With Milley continuing on to become chairman of the Joint Chiefs of Staff, Esper moving into the defense secretary role, McConville assuming the role of Army chief and McCarthy becoming Army secretary, the team stayed close at the top.
Think tankers, policy wonks, lawmakers and even some inside the Defense Department have wondered if the success in launching a disruptive new command has been dependent on the specific leadership at the time of its inception and whether that can survive different leadership down the road.
“The Army would benefit from additional continuity in the Secretary position. Keeping him allows the current Army vision and campaign plans to continue,” Spoehr said. “We have seen the downside of frequent service secretary turn-over with the frequent transitions in the Navy Secretary position.”
A new leadership team leaves a young organization, such as Futures Command, vulnerable to a shake-up as its success in the early years is scrutinized by fresh eyes. Much of AFC’s accomplishments are only in the nascent stages.
While many praised the Army for a bold move such as starting Futures Command, its creation was also tempered with skepticism that another new layer of bureaucracy would solve the problems the Army had with agile development and the fielding of new capabilities.
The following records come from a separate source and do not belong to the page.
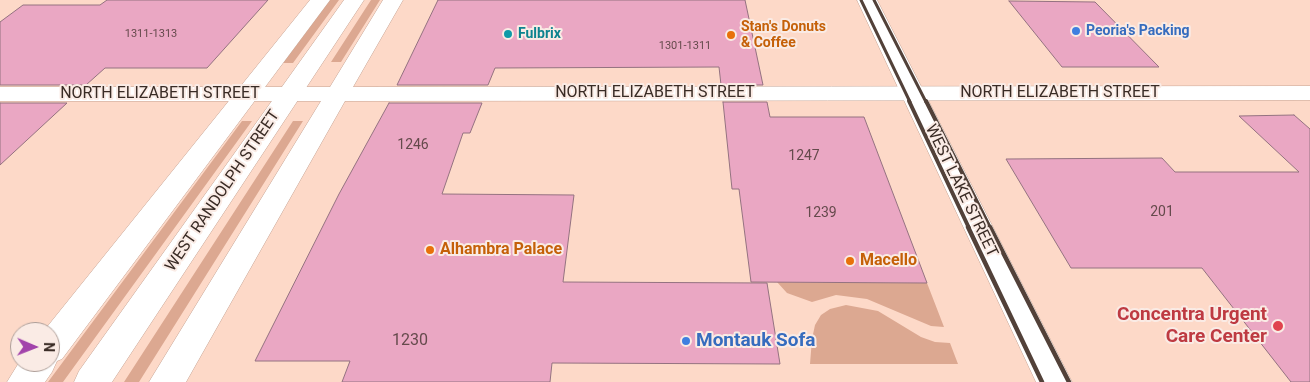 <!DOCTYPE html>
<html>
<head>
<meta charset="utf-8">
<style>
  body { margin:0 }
  #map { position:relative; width:1310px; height:382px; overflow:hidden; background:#fdd9c8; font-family:Roboto,sans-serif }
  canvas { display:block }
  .north { position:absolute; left:10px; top:322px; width:50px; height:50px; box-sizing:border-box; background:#faebe5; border:1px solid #ad9e98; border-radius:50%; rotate:91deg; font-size:14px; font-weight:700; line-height:20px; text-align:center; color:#392b25 }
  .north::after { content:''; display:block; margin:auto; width:18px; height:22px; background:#a243ab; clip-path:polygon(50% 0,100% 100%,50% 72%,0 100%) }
</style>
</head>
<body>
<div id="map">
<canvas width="1310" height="382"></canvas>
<div class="north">N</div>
</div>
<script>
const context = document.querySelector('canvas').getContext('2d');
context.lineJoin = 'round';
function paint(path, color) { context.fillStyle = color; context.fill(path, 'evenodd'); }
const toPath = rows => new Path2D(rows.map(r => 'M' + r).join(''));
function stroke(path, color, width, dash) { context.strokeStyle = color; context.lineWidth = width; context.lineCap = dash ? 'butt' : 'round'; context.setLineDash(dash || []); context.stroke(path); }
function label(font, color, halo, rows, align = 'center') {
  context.font = font + ' Roboto,sans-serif'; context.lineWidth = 4; context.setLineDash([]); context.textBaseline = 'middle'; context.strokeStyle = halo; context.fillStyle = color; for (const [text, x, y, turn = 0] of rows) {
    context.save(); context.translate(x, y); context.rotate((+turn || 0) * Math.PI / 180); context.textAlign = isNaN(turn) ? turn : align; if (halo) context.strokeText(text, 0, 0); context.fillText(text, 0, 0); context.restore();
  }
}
paint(toPath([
  [330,0,339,0,293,63,283,63],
  [371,0,380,0,341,62,331,62],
  [242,121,252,121,63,382,48,382],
  [293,121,303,121,139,382,124,382],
  [777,282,927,283,944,327,931,326,867,299,836,295,812,302,787,293],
  [846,305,878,311,921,337,935,342,950,343,958,364,810,364,812,339,815,325,821,315,830,309]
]), '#dca891');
const building = toPath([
  [107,0,268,0,207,68,105,68,86,85,0,85,0,22,23,5,100,5,107,0],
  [438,0,745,0,763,85,721,85,719,67,495,68,488,85,397,85,438,0],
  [1009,1,1095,2,1159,67,1062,67,1009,1],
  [723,102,767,102,770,117,864,117,927,283,751,282,739,189,732,189,723,102],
  [0,103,67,103,0,165,0,103],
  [389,103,482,103,470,133,463,133,442,194,574,195,563,282,767,283,780,364,552,363,550,382,342,382,350,361,255,361,339,194,389,103],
  [1294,115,1310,129,1310,382,1291,382,1202,268,1071,268,1006,159,1162,158,1175,172,1299,172,1239,116,1294,115]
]);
paint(building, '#eaa7c3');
stroke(building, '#947280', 1);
const street = toPath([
  [383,0,403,0,353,87,1310,86,1310,100,345,101,186,382,149,382,321,101,0,101,0,87,330,87,383,0]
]);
const secondary = toPath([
  [310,0,330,0,62,359,57,361,52,372,45,382,7,382,20,361,50,362,50,332,43,332,310,0],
  [344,0,364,0,112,382,74,382,79,371,344,0],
  [857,0,877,0,1072,382,1036,382,857,0]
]);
stroke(street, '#c5a393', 1);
stroke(secondary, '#c5a393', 1);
paint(street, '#fff');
paint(secondary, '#fff');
stroke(toPath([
  [861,0,910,102],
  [874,0,926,102]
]), '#524139', 3);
stroke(toPath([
  [909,101,969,228],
  [926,101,990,228]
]), '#524139', 4);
stroke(toPath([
  [968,227,1042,382],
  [990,227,1069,382]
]), '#524139', 4.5);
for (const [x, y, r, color] of [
  [1076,31,5,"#3f7fe0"],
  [508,34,5,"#0f9aa8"],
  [731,35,5,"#e8710a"],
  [430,250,5,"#e8710a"],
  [850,261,5,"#e8710a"],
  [1278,326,6,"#e0444e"],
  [686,341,5,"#3f7fe0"]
]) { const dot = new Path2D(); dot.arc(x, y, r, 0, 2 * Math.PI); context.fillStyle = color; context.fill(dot); stroke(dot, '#faebe5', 2); }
label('11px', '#654a4c', null, [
  ["1311-1313",151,34],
  ["1301-1311",685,46]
]);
label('bold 14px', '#c56008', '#faebe5', [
  ["Stan's Donuts",741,27],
  ["& Coffee",741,43]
], 'left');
label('bold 14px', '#366cbe', '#faebe5', [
  ["Peoria's Packing",1086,31]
], 'left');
label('bold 14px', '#0d838f', '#faebe5', [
  ["Fulbrix",518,34]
], 'left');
label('14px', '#654a4c', null, [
  ["1246",413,145],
  ["1247",804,156],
  ["201",1162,212],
  ["1239",821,213]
]);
label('16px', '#392b25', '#faebe5', [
  ["NORTH ELIZABETH STREET",655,93],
  ["NORTH ELIZABETH STREET",1060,93],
  ["NORTH ELIZABETH STREET",160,94],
  ["WEST RANDOLPH STREET",223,191,-56],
  ["WEST LAKE STREET",961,191,64]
]);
label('bold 16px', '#c56008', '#faebe5', [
  ["Alhambra Palace",440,250],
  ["Macello",860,261]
], 'left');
label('16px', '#654a4c', null, [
  ["1230",410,341]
]);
label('bold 19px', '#be3a42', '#faebe5', [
  ["Concentra Urgent",1267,315],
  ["Care Center",1267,337]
], 'right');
label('bold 19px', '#366cbe', '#faebe5', [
  ["Montauk Sofa",696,341]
], 'left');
</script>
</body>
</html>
Lawmakers worried at the outset that the establishment of a new command would duplicate the role of Army staff and could create long-term risk to civilian control of the acquisition system.
McCarthy was often front-and-center, likely more than any other Army leader, defending and promoting AFC. Last month, McCarthy signed a modernization directive that some see as handing over more power to AFC to acquire capability and away from its civilian-led acquisition branch.